Definitely bring back the death penalty


----------



## springer1021 (3 December 2011)

That is probably the most horrific thing I have every read, how can a human be capable of doing that to an innocent baby.


----------



## Cluny (3 December 2011)

The perpetrators of this must be sub-human, I have a 15 month old daughter and am 31 weeks preggers with a little boy and all I want to do is protect, love and nurture them.


----------



## bracken99 (3 December 2011)

poor poor baby
these people make me feel sick


----------



## Roasted Chestnuts (3 December 2011)

The deepest pit of hell is too good for people like them. Someone should do the same to them but not give them the hospital treatment and let them suffer.


----------



## Fools Motto (3 December 2011)

Truly and utterly shocking and disgusting. Barbaric so called humans.

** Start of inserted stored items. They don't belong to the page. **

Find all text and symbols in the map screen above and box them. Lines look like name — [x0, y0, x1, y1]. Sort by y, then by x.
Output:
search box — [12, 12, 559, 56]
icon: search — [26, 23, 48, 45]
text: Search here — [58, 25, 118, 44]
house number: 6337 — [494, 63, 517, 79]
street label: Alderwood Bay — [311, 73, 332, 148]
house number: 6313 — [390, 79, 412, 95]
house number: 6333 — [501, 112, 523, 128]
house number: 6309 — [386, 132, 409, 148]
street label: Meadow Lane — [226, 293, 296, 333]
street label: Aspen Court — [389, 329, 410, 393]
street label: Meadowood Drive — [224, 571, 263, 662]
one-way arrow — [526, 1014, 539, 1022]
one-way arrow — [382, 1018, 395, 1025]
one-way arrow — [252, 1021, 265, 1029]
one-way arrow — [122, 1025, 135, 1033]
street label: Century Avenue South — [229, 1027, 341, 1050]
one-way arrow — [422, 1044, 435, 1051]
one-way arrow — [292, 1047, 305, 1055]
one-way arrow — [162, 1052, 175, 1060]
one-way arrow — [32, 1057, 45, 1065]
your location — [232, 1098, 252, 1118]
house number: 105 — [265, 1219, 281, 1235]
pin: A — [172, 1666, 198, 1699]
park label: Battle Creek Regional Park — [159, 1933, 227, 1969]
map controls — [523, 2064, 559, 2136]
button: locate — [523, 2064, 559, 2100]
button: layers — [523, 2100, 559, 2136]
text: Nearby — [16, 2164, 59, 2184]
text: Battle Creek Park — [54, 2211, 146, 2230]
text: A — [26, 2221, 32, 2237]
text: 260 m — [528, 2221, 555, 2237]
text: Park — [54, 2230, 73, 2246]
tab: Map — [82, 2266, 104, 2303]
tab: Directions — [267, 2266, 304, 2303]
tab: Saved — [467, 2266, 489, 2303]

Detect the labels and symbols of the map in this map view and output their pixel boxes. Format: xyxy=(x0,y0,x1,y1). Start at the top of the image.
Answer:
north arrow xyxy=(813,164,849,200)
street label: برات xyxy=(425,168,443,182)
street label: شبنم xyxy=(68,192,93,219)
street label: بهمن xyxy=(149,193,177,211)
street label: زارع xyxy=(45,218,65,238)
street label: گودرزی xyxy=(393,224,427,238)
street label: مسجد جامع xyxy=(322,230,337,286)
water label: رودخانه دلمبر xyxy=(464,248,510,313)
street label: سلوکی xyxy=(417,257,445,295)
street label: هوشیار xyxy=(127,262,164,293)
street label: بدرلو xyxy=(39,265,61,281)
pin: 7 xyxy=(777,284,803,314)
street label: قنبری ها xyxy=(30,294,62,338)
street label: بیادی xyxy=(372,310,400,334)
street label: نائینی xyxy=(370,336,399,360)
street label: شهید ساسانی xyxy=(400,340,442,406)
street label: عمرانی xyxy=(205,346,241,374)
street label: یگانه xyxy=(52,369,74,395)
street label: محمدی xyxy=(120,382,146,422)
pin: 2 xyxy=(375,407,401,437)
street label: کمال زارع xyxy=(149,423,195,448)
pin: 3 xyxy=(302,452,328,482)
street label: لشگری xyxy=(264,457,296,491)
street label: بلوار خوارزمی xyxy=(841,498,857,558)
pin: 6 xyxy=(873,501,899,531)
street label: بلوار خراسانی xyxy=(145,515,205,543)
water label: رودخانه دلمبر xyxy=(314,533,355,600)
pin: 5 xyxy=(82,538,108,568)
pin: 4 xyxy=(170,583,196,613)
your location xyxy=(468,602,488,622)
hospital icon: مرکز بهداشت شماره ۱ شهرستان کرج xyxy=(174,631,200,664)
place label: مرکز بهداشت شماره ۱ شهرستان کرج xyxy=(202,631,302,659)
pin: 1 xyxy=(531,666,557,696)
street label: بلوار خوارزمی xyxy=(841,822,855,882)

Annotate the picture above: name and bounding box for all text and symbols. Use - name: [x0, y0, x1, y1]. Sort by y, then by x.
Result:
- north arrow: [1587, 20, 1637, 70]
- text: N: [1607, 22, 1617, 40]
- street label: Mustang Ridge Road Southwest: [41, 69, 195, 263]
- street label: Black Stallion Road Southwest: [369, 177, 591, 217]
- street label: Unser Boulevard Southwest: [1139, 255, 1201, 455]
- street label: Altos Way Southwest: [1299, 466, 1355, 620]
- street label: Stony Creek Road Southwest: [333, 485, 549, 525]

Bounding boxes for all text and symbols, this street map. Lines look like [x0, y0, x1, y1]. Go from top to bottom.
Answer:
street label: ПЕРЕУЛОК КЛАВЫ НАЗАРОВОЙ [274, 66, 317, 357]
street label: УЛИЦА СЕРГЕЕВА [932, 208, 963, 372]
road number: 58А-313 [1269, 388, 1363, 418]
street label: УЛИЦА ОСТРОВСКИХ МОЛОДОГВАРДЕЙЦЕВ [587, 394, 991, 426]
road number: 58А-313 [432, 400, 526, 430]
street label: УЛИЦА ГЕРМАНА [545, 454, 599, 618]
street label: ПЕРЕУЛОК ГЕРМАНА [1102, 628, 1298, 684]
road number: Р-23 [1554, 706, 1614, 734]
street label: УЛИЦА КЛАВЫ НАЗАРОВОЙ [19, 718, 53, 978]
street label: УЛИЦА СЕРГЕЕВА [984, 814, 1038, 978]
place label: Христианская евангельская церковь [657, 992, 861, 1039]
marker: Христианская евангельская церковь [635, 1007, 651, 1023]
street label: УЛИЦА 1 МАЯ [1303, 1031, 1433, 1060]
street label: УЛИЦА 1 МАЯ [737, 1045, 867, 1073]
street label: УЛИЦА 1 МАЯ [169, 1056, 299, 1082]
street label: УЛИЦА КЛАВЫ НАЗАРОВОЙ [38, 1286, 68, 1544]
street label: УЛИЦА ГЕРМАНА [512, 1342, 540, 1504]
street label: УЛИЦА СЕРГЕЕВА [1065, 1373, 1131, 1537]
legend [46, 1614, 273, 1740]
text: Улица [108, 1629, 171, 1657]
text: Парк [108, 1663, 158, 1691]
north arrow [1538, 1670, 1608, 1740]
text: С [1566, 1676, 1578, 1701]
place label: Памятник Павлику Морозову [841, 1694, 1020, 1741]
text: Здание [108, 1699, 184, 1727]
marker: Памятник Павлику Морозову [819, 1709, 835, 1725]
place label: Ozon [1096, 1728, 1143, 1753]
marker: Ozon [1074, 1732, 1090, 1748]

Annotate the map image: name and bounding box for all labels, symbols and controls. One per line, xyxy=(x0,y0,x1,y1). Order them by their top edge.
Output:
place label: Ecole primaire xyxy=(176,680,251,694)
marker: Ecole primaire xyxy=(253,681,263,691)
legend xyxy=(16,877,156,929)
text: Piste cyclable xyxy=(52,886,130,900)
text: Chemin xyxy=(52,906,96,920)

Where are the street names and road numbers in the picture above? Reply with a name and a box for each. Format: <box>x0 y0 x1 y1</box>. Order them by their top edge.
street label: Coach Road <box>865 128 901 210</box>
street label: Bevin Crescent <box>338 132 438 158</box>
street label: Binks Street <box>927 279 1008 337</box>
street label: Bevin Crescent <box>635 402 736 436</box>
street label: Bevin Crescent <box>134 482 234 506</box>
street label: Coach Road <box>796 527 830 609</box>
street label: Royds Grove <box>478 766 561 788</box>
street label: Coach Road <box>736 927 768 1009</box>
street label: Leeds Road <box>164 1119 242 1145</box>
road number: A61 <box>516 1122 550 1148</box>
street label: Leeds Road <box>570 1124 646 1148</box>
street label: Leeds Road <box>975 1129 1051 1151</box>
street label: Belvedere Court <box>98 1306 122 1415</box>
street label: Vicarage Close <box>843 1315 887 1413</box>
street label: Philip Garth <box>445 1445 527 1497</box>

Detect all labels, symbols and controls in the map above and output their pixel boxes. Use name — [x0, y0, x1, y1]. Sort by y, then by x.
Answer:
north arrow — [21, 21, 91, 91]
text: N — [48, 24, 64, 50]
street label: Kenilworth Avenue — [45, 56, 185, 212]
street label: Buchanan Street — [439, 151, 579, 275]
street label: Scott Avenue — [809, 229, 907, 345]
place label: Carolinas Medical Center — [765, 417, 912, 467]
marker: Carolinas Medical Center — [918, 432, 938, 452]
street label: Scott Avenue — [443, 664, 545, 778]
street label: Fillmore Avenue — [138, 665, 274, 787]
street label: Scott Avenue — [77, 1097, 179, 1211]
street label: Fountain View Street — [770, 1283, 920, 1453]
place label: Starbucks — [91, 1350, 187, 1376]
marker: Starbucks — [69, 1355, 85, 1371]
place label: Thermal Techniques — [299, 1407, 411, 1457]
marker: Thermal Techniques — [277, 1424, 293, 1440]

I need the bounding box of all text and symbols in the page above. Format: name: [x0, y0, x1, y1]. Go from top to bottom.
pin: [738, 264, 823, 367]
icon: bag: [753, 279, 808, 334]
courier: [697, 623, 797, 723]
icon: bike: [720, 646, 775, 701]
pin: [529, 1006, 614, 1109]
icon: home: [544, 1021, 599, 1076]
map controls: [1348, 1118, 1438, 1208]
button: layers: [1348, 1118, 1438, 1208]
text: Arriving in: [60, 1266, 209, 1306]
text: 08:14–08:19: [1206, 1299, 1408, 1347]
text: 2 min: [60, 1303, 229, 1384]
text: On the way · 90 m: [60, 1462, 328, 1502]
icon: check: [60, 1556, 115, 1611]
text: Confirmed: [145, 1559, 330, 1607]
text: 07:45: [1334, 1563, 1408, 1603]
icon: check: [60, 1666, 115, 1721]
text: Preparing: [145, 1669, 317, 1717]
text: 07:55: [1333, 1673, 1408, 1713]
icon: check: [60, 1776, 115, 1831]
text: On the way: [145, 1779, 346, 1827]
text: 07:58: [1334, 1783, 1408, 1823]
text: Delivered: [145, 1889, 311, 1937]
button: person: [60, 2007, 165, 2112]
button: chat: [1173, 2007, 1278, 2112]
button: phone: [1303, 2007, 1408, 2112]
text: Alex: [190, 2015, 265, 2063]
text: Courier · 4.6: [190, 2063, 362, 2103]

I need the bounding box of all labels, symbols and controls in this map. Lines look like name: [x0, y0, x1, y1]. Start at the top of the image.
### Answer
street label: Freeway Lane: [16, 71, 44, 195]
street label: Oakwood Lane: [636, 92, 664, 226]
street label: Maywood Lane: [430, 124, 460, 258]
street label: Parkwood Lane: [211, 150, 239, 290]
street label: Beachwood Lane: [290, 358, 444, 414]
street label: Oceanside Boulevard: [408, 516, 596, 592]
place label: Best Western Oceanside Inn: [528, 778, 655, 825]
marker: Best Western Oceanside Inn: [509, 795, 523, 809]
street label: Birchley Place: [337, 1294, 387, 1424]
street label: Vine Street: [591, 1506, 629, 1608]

Death penalty with suffering all the way.


----------



## smokeybabes (3 December 2011)

Disgusting.
I am also quite shocked how the 2 people arrested have been allowed bail.


----------



## stencilface (3 December 2011)

No, not the death penalty - too good for them.  How about we bring back the colosseum for people like this?  Send them out with some lions and to the sounds of a baying mob


----------



## meandmyself (5 December 2011)

smokeybabes said:



			Disgusting.
I am also quite shocked how the 2 people arrested have been allowed bail.
		
Click to expand...

Maybe the judge is hoping that the public will find a suitable punishment for them. 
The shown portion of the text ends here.